Mom and Dad volunteered to help on the project for two weeks. Excellent, free labour! Next problem: a place to stay. Our little 10x14 cabin isn't really big enough for more than two of us, and has no shower - and ya know, I'm just not all that excited about sleeping in a small room with people who've been doing heavy construction labour all day and didn't have access to a shower!

So we started hunting - they didn't want to have to drive very far, but that meant finding accommodations close by ... which is not as easy as it sounds, as I do live rather far out in the country. Anyway, we did locate a cabin that was rented for $700 a week ... pretty steep, but it had two bathrooms, two bedrooms, a shower, and was 10 minutes away. I checked it out quickly the day I signed the agreement and all seemed well.

Yeah, until we moved in. Nothing was clean (despite the promise that it'd be all cleaned up for us ... I know people have differing definitions of "clean" but really, you should be able to expect that you could eat off the dishes without seeing grime around the edges, eww). Mom scrubbed the stuff we'd need to use and we figured we'd make do. I was violently allergic to something in that house, so I slept at my little cabin, and Mom (surprisingly) was okay.

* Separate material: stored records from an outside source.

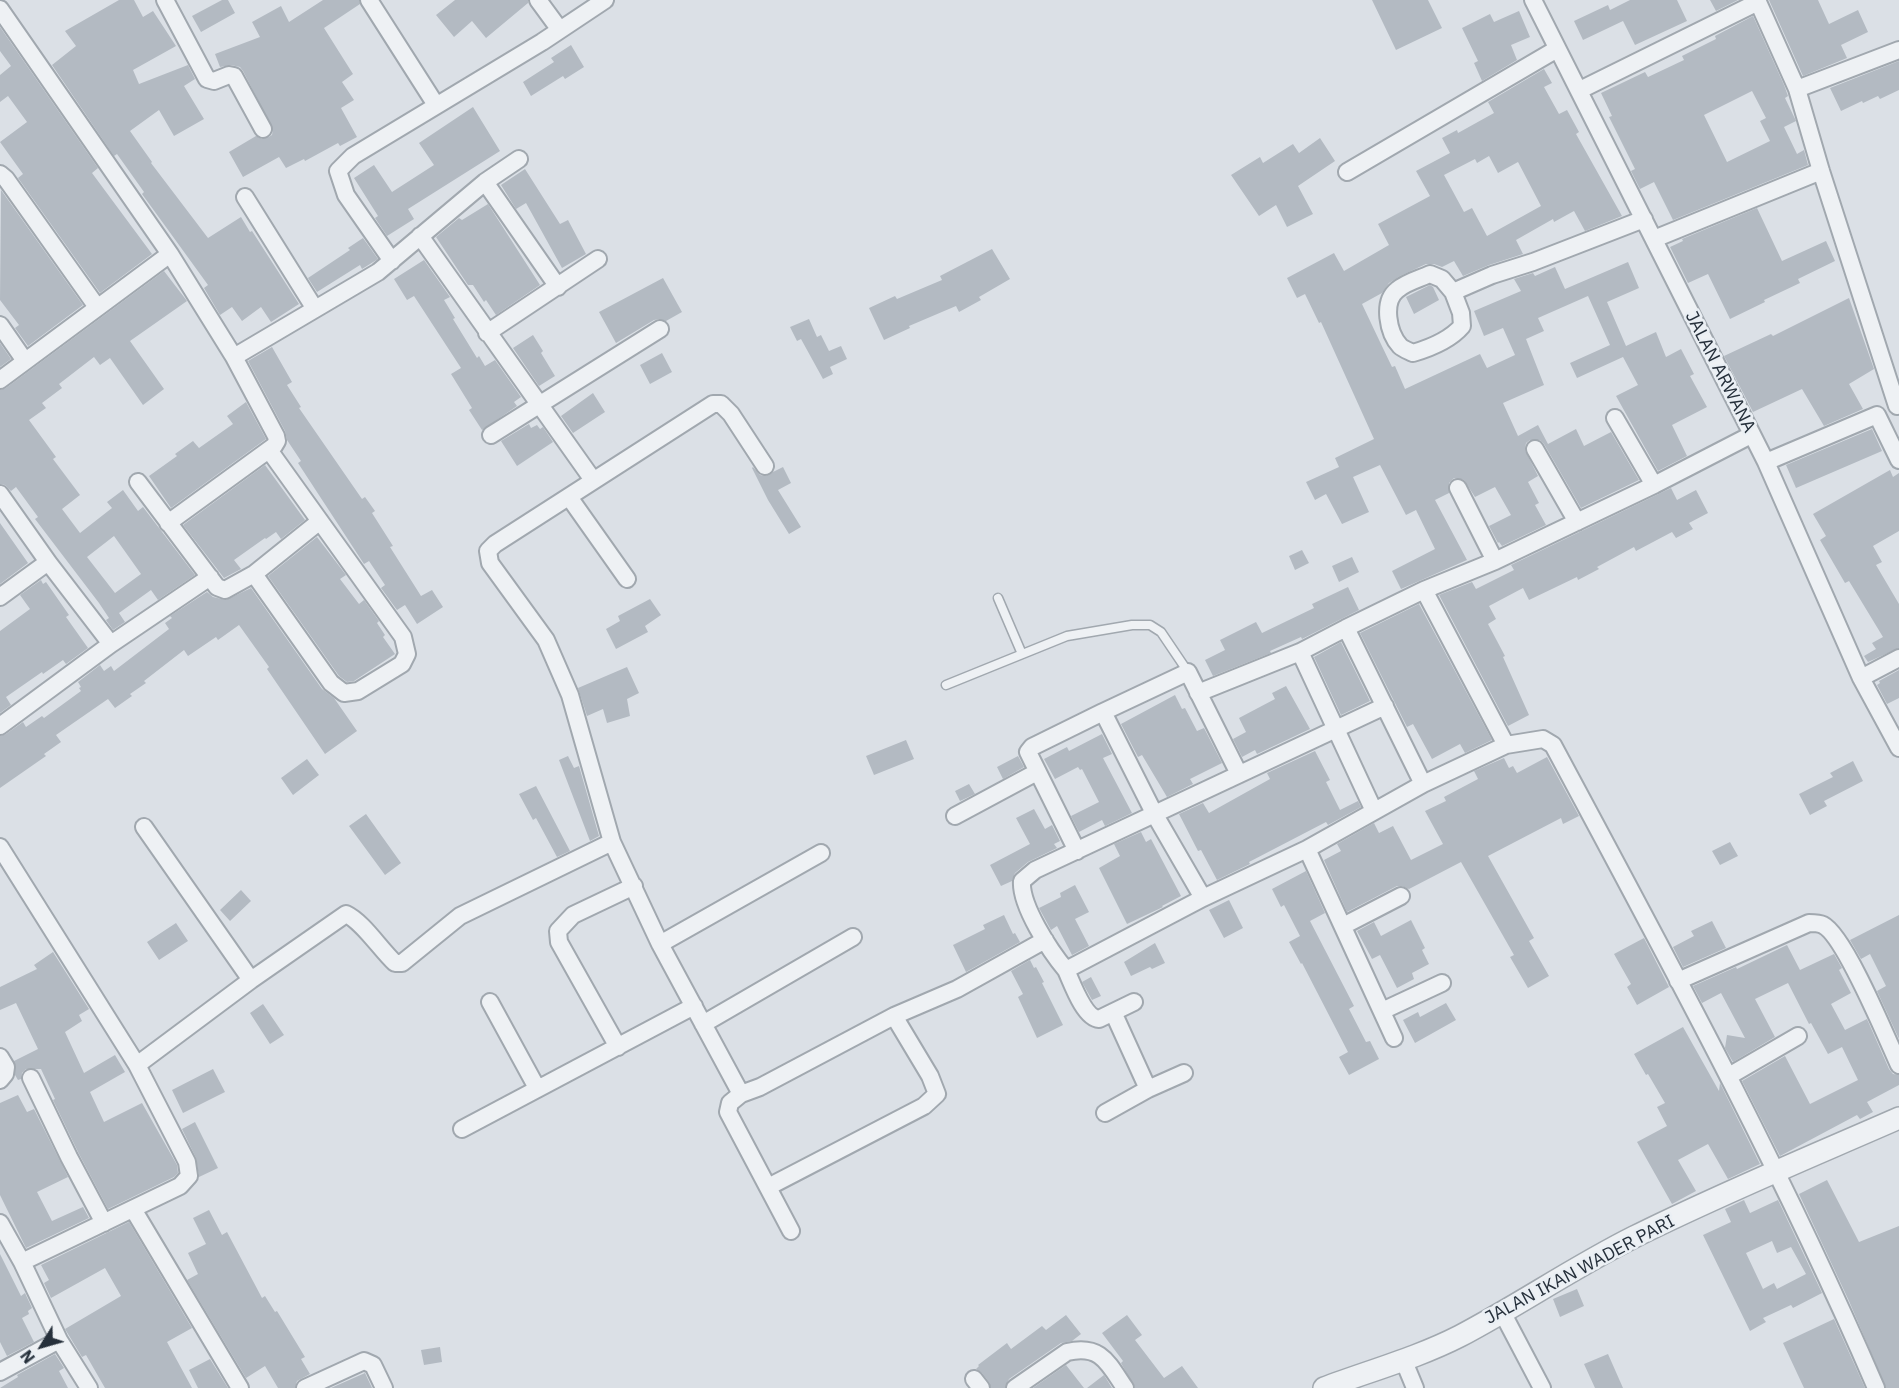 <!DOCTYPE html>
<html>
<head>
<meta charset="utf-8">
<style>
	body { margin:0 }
	#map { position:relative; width:1899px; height:1388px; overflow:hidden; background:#dbe0e6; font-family:"IBM Plex Sans",sans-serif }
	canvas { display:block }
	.north { position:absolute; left:12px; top:1316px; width:60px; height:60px; -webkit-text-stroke:4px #eaeff4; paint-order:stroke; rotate:233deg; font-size:16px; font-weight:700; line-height:24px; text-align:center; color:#26303b }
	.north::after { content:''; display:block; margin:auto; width:21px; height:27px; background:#26303b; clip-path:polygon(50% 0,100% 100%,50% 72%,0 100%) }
</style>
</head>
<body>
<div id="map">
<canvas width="1899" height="1388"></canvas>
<div class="north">N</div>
</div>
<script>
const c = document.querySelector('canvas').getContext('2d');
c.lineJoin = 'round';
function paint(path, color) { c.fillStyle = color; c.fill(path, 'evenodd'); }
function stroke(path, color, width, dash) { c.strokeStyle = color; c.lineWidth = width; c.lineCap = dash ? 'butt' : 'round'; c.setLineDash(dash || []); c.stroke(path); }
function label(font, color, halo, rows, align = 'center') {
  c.font = font + ' "IBM Plex Sans",sans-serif'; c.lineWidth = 5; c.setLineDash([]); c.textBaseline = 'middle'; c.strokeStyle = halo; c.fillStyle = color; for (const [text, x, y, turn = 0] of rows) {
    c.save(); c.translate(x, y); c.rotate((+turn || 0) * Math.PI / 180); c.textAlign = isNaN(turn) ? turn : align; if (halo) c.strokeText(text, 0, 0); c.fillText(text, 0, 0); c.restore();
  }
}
paint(new Path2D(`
	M119,0H134L143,17L153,11L176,46L133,70L139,84L188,65L195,79L184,86L204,119L174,136L159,110L130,131L152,162L151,163L208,238L241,217L250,232L252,231L299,304L271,322L261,307L242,321L232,307L220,315L204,288L208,285L142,194L144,192L117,154L114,156L52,65L76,46L65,31Z
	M222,0H228L235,13L201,32L192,16Z
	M323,0H359L360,4L324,28L353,74L342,82L354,100L341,108L357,137L340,146L338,143L305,161L304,159L286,168L279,157L243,177L229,152L256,136L262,139L267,138L272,135L273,129L243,71L240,67L231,65L220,67L215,54L260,37L252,22L281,6L289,22Z
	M455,0H528V3L486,38L472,21L454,37L436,15Z
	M1372,0H1428L1442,28L1396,50Z
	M1630,0H1677L1687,21L1635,45L1623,21L1583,40L1574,21L1608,5L1610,10Z
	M1710,0H1738L1716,11Z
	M1769,0H1818L1829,24L1858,10L1868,32L1841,45L1847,58L1803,76Z
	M1519,11L1530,37L1511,45L1517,60L1482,81L1474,63L1478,61L1462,28L1490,14L1494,22Z
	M1753,16L1784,85L1788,96L1785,98L1796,121L1784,127L1797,154L1804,150L1808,165L1673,220L1654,182L1640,189L1631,171L1635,169L1609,117L1612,116L1601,93L1645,72L1648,77L1684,60L1682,56L1716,39L1715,36ZM1752,91L1766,118L1760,121L1770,141L1727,162L1704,115Z
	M0,27L98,168L92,173L152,254L100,293L18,178L23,174L0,142L27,122L8,96L0,102V75L11,66L0,51Z
	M571,45L584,67L565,79L563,76L531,96L523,82L554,62L551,58Z
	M1899,61V90L1880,99L1878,96L1863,103L1862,101L1841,111L1830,88Z
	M1544,69L1552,83L1544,87L1559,114L1567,110L1579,132L1576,134L1622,216L1585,231L1574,211L1554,222L1553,219L1516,240L1523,254L1489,265L1463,276L1454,261L1442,267L1434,264H1426L1400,276L1389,283L1382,293L1362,304L1380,342L1392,367L1395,366L1405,389L1480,354L1487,368L1515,355L1503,328L1484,336L1474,311L1521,291L1514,279L1533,273L1535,276L1555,267L1565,289L1628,262L1639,288L1607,302L1626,346L1656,332L1666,357L1681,349L1694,374L1690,376L1707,407L1672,425L1687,456L1658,471L1616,396L1638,385L1623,357L1577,378L1570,363L1610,345L1588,296L1538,318L1544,331L1526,339L1544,385L1503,403L1518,436L1538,425L1548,444L1576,429L1584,446L1611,432L1639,480L1581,508L1544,444L1540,440H1530L1526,443L1525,450L1538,476L1528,482L1539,503L1535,505L1546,525L1502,546L1499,542L1498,543L1489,526L1511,515L1495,487L1475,497L1464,480L1454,478L1449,483V493L1435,500L1467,560L1401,589L1392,571L1435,549L1416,510L1406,515L1380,465L1353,477L1369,512L1342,524L1326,494L1315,500L1306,482L1339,467L1335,458L1374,439L1321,322L1319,323L1305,294L1297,298L1287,278L1334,253L1344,271L1389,245L1378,224L1430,196L1416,171L1450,153L1442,138L1457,130L1458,133L1494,113L1488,102ZM1489,156L1498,173L1518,162L1541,206L1487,236L1472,208L1464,212L1444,175L1475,159L1477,163Z
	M473,107L500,151L408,209L414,219L387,236L375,218L378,216L354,178L374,165L392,192L434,165L419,143Z
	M1320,138L1335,161L1298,186L1313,214L1287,227L1276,205L1259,216L1231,175L1260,157L1263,163L1293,144L1299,153Z
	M525,169L560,224L568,220L586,254L562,268L526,203L516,209L501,185Z
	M1,190L83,305L28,346L15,328L19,325L0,300Z
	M488,204L540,285L496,315L486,300L484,302L473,285H468L436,237L459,218L462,220Z
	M1757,208L1782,261L1826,241L1835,261L1798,279L1800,283L1764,300L1765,302L1730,319L1708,274L1688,283L1670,247L1683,241L1682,239Z
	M363,238L378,259L362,269L360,265L317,292L308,278L350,250L348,248Z
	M992,249L1010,279L979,297L981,300L959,312L956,306L909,326L910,328L884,340L869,308L895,296L897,299L942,280L940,276Z
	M424,260L450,297L444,300L455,318L453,319L477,358L479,356L485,366L495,360L521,397L514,402L517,406L482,430L469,410L472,408L451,374L461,368L414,296L407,300L394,279Z
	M164,271L187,301L130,341L164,389L143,405L110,358L100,365L94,357L59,384L62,388L42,403L46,408L29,420L56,457L53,459L80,495L62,509L80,533L112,508L107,502L123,490L138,511L143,507L195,575L158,600L151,590L119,613L125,622L113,630L106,620L109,618L99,603L35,519L38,517L16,487L11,491L5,485L0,484V390L6,388ZM114,536L141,574L115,593L87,557Z
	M663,278L682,312L666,321L660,319L654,320L616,343L599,312Z
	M1430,285L1433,287L1439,300L1414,314L1406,297Z
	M1849,298L1874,369L1849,384L1863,409L1824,426L1802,389L1753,412L1724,356L1771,334L1773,336Z
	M809,319L817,337L821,335L829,351L841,346L847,359L830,367L833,374L823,379L801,339L797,341L790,327Z
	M533,335L543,351L541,353L555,376L539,386L513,348Z
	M0,343L11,359L0,367Z
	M272,347L292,382L287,385L301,407L299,408L362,499L365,497L375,511L372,513L393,546L390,547L421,596L432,590L443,607L417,624L405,605L397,610L381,588L385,585L369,561L364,564L298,463L301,461L287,440L285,431L248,361Z
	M662,353L672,372L650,384L640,365Z
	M593,393L605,412L573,433L561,416Z
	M246,402L266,439L171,508L149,476L177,456L175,454L193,441L199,448L233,424L227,416Z
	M529,424L531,428L537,425L540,429L543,427L553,442L517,466L501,441Z
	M1872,429L1882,451L1796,488L1786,465Z
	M265,465L305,520L281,539L276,532L266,539L265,538L234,560L241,569L224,578L183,525Z
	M753,467L760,475L765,476L783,467L791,483L778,490L801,527L789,534L768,500L752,468Z
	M1890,470L1893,477L1899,473V531L1873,546L1882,562L1876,565L1899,604V648L1868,662L1864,656L1876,649L1872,643L1883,637L1849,581L1845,583L1820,540L1826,536L1813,514Z
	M1671,488L1677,500L1696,490L1708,513L1689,523L1693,529L1676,538L1672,532L1636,551L1634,547L1597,567L1599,569L1578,580L1577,577L1529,600L1523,588L1489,606L1496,619L1488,624L1505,656L1503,657L1529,715L1508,726L1439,595L1472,582L1476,589L1514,570L1511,565Z
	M0,523L28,563L0,584Z
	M317,537L346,575L340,579L359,604L364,600L379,621L377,623L385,635L383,637L395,654L354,681L347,682L339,676L268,576Z
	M1302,550L1309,563L1295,570L1289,556Z
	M1352,557L1359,572L1339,582L1332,566Z
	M41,580L43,584L46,582L69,615L66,617L88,648L66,664L63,660L43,674L42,672L6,697L11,705L0,713V631L30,609L20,595Z
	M1348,587L1359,610L1302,639L1301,637L1270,651L1271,653L1213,676L1205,660L1225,650L1220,640L1256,622L1262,633L1314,608L1312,604Z
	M251,588L322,689L334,698L357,731L325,754L267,669L269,667L239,625L218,640L216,637L188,656L184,650L144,681L146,683L130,694L132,696L115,708L108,699L56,735L61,742L44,754L46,756L0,788V736L6,734L23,722L26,727L42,716L44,718L81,691L79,688L81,687L78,682L100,665L104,671L111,666L114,671L169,629L165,623L172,618L170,616L207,592L213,597L226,600Z
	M650,599L661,615L645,626L648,632L616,649L606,629L620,621L618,616Z
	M1419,604L1492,740L1465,753L1460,744L1432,759L1413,724L1407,727L1360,633Z
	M1341,642L1370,701L1341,715L1314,657Z
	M627,667L639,693L627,699L630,716L607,723L603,709L587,716L578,688Z
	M1899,670V698L1887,704L1877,685L1880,683L1879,681Z
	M1286,686L1310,729L1257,754L1255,750L1242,757L1233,739L1246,732L1239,718L1275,699L1272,693Z
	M1175,695L1182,709L1185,708L1197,731L1204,728L1222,763L1190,779L1193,784L1167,797L1142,755L1138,757L1121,724Z
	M1102,734L1112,754L1103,758L1132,813L1105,826L1102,820L1079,832L1071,816L1099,802L1082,769L1080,770L1078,767L1055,779L1044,759L1067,747L1069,751Z
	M906,740L914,759L874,775L866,756Z
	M1315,751L1330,780L1326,782L1340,810L1358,801L1361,807L1328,825L1326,822L1249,862L1250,864L1217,880L1201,850L1198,851L1179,814L1203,803L1209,813L1270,779L1267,773Z
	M568,756L574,768L579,766L599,836L590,841L559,760Z
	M1018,756L1024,767L1003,779L997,767Z
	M1547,757L1579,816L1563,824L1561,818L1488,856L1534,938L1529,941L1549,976L1528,988L1510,957L1514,955L1461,862L1409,889L1402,886H1397L1347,912L1324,860L1341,851L1337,844L1374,823L1379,833L1393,826L1411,860L1443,844L1425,811L1446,801L1444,797L1478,779L1474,771L1504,758L1509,768L1513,766L1517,773Z
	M307,759L319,775L293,795L281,778Z
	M1853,761L1863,781L1824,801L1827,806L1810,815L1799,794L1833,777L1830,773Z
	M969,784L975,794L960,801L955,791Z
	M536,786L570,851L557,857L536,818L533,820L519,794Z
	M1034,809L1045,829L1052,825L1060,841L1054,844L1057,848L1028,862L1015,873L1012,881L1001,886L990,865L1030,844L1016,818Z
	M366,814L401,863L385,875L349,826Z
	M1141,832L1146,842L1151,839L1181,896L1162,906L1163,907L1127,924L1099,868L1120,856L1114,844Z
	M1730,842L1738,856L1720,865L1712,851Z
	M1306,871L1325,913L1310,921L1354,1006L1349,1009L1366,1042L1370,1041L1379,1059L1349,1075L1339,1057L1348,1052L1302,963L1301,964L1289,942L1300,936L1284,905L1281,907L1272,889Z
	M1075,885L1089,912L1075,919L1089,946L1072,955L1057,926L1051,930L1039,908L1061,897L1060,893Z
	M241,890L251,901L230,921L220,910Z
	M1229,900L1243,928L1224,938L1209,910Z
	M1004,915L1013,934L1015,933L1020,942L966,972L953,945L985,929L983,925Z
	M1899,915V1039L1877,991L1886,986L1870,954L1861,959L1850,940Z
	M1411,920L1425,948L1422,950L1429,964L1412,973L1414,979L1397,988L1380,955L1372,959L1357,931L1374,922L1381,936Z
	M1712,921L1726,948L1683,967L1673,947L1694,936L1691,931Z
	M176,923L188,941L159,960L147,942Z
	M1644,938L1669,987L1637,1005L1627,987L1631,984L1614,954Z
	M1155,943L1165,963L1152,969L1150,967L1131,976L1124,962Z
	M1787,945L1800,970L1834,954L1842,968L1839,970L1851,993L1831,1004L1845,1030L1867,1019L1889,1069L1893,1074L1899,1075V1085L1867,1102L1873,1112L1860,1119L1857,1115L1780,1156L1742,1081L1785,1056L1810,1104L1858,1080L1842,1047L1828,1054L1811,1023L1809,1024L1788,983L1755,999L1775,1037L1733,1062L1725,1048L1727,1035L1745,1038L1721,993L1702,1003L1693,986L1736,967L1737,969Z
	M53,952L89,1009L79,1015L82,1021L65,1032L84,1073L115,1055L125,1072L90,1092L104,1122L142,1103L177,1165L178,1173L174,1177L108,1209L78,1152L53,1100L55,1099L41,1069H26L22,1073L21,1079L18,1080L15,1075L14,1061L38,1049L16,1003L0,1010V987L37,969L34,965Z
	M1030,960L1034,968L1036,967L1044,982L1042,983L1063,1025L1037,1038L1018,997L1023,994L1011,971Z
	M1091,977L1101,996L1092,1000L1082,982Z
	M1446,1003L1456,1020L1415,1043L1403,1020L1418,1012L1420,1017Z
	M263,1004L284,1035L270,1044L250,1013Z
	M1683,1027L1719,1091L1720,1083L1760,1164L1728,1179L1708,1144L1678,1160L1696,1191L1672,1204L1637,1142L1667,1126L1657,1107L1665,1103L1648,1074L1646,1075L1634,1054Z
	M213,1069L225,1092L183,1113L172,1090Z
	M18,1095L27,1112L34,1109L68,1177L37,1192L52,1221L83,1207L89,1218L26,1248L0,1195V1103Z
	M195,1122L218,1168L199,1177L196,1158L182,1129Z
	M1827,1180L1859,1242L1899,1226V1388H1886L1849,1301L1799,1194Z
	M1744,1200L1750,1213L1778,1200L1822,1293L1793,1308L1791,1305L1763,1318L1766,1322L1750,1331L1703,1235L1731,1222L1725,1209ZM1772,1241L1777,1253L1791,1247L1806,1274L1777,1289L1774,1283L1763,1289L1746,1253Z
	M209,1210L222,1235L227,1232L262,1298L265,1296L275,1312L277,1311L305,1357L301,1359L310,1374L297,1381L295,1388H278L265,1366L246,1378L187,1280L198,1274L188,1253L206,1244L193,1218Z
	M129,1222L192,1328L167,1342L192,1388H105L86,1355L82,1357L65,1329L121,1296L105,1268L51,1298L44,1283L49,1280L41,1265Z
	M0,1254L21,1296L25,1293L32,1308L28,1311L29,1314L22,1318L34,1342L7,1356L0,1342Z
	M1577,1289L1584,1306L1560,1317L1553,1299Z
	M1066,1315L1081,1334L1072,1341L1061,1343L1009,1379L1005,1388H991L989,1382L982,1373L976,1369L979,1366L978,1365L1007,1343L1011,1349L1042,1326L1046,1330Z
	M1127,1315L1142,1335L1135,1340L1164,1378L1182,1366L1198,1388H1135L1121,1363L1123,1361L1102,1333Z
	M1834,1319L1865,1388H1804L1783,1343Z
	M440,1347L442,1362L424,1365L421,1350Z
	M55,1354L64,1368L59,1371L68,1388H0L18,1377L17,1375Z
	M1608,1354L1623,1388H1595L1584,1364Z
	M210,1359L228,1388H198L189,1370Z
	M1066,1365L1084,1388H1033Z
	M365,1373L372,1388H331Z
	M1104,1375L1112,1388H1087Z`), '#b3bac2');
const service = new Path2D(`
	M998,598L1022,654
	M946,685L1067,636L1132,625H1150L1161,632L1188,672`);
const minor = new Path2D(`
	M165,0L207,79L214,81L229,75L234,76L263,129
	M369,0L436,105
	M538,0L560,30
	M1533,0L1766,462L1861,678L1899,748
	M0,9L170,254L234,357L276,436L277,441L274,446L168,523
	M1899,50L1797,89L1821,171L1897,406L1899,405
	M1580,90L1758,2L1797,89
	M1347,172L1557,49
	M0,174L6,179L97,307
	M485,182L558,287
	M245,197L315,309
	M420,236L593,480
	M1654,239L1821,171
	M392,261L346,195L338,171L353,156L542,42L605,0
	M1453,292L1461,313L1462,326C1450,340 1430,348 1413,353C1409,351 1403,349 1400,346C1388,333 1382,302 1397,290C1406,282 1419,279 1430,274L1442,279L1453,292L1492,275L1533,262L1644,219
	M0,325L25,361
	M487,333L598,259
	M234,357L378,272L485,182L519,159
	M0,380L170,254
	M1615,418L1654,485
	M491,435L660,329
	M1535,449L1577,522
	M1766,462L1877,415L1899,460
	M765,466L731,414L721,404H713L495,544L488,551L490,563L546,640L570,695L612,842L660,944L741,1094L760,1087L894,1016L957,989L1045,940
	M138,482L217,587L225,590L254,574L320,521
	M1458,488L1495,561
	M0,494L48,562L111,644
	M569,497L627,579
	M254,574L331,683L344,693L358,691L402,664L407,654L403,637L269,450
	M1424,590L1506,745
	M0,597L48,562
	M1346,628L1423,784
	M1300,652L1374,811
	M1861,678L1899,658
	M1198,693L1300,652L1346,628L1424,590L1495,561L1654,485L1751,435
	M1385,706L1035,870L1022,881C1020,905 1050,951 1066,970L1203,898L1307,849L1423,784L1506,745L1543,739L1553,745C1666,956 1781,1167 1876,1388
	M0,726L111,644L210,577
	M955,816L1037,772
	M144,827L251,980
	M0,847L137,1065L187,1162L189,1176L180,1186L22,1262
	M1307,849L1394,1038
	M1077,851L1028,752L1032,747L1103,712
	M1203,898L1155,815L1103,712L1188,672L1239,774
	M1343,926L1401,896
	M660,944L821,853
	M1066,970C1072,983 1084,1018 1099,1019L1134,1002
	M1678,981L1809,923C1814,923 1819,923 1823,925C1845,936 1887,1039 1899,1065
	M490,1002L537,1088
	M1382,1011L1442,983
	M1113,1012L1148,1089
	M703,1024L853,937
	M618,1047L559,942L558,931L573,915L634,886
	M0,1057L6,1067L5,1074L0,1080
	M137,1065L251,980L346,914C363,922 380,949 395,963H402L460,916L612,842
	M1729,1076L1798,1036
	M31,1078L69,1157L104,1223
	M741,1094L730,1103L728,1112L791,1231
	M1105,1113L1148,1089L1184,1073
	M462,1129L694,1006
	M768,1187L924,1106L937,1094L930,1076L894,1016
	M133,1209L240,1388
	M0,1223L22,1262L59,1340L89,1388
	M1502,1312L1542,1388
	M1403,1359L1415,1388
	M0,1372L59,1340
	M974,1379L981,1388
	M305,1388L364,1361L373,1365L384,1388
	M1015,1388L1067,1352C1101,1344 1108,1363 1125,1388`);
const tertiary = new Path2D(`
	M1324,1388C1369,1371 1417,1358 1460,1336C1519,1305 1574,1267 1634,1237C1720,1194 1810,1157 1899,1118`);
stroke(service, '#a1a8af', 11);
stroke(minor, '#a1a8af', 20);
stroke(tertiary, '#a1a8af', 24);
stroke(service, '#eef1f4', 8);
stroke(minor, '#eef1f4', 16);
stroke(tertiary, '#eef1f4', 21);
label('18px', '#26303b', '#eaeff4', [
	["JALAN ARWANA",1720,372,63],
	["JALAN IKAN WADER PARI",1580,1270,-28]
]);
</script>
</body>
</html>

Apparently whatever mold was in the cabin was different than the stuff she's allergic to, so she was doing all right.

By the second night, it had been revealed that the shower was pretty disgusting - water backed up out of the drain up to your ankles and that's just nasty. The day that we poured concrete into the foundation, the shower stopped working. No water came out of the taps. We had people who'd worked all day in concrete, with no shower. NOT GOOD.

Phone calls to the man who rented it (now known as Cabin Idiot) were not particularly helpful. "Oh, you musta turned somethin' off ... go check this ... okay, try that ... ah, don' worry 'bout it, there'll be water in the morning I guarantee it". Yeah, well, there wasn't. We packed up and moved everyone to the Ramada Hotel where we had a kitchenette, a hot tub, a swimming pool, and maid service, for under $80 a night. Okay, so there was a 40 minute commute, but you know, for a hot tub and maid service it's worth it.

Especially since Mom broke her foot a couple of days later.

She was burning junk in the firepit, it flared up a bit and she backed up ... and stepped on a twig, rolled her foot, and broke a bone in it. Take home message here: drink your milk when you are young, and wear work boots if you have fragile bones! Anyway, she was much happier spending her remaining week in the hotel with internet access and full cable than she would've been in that crummy little place.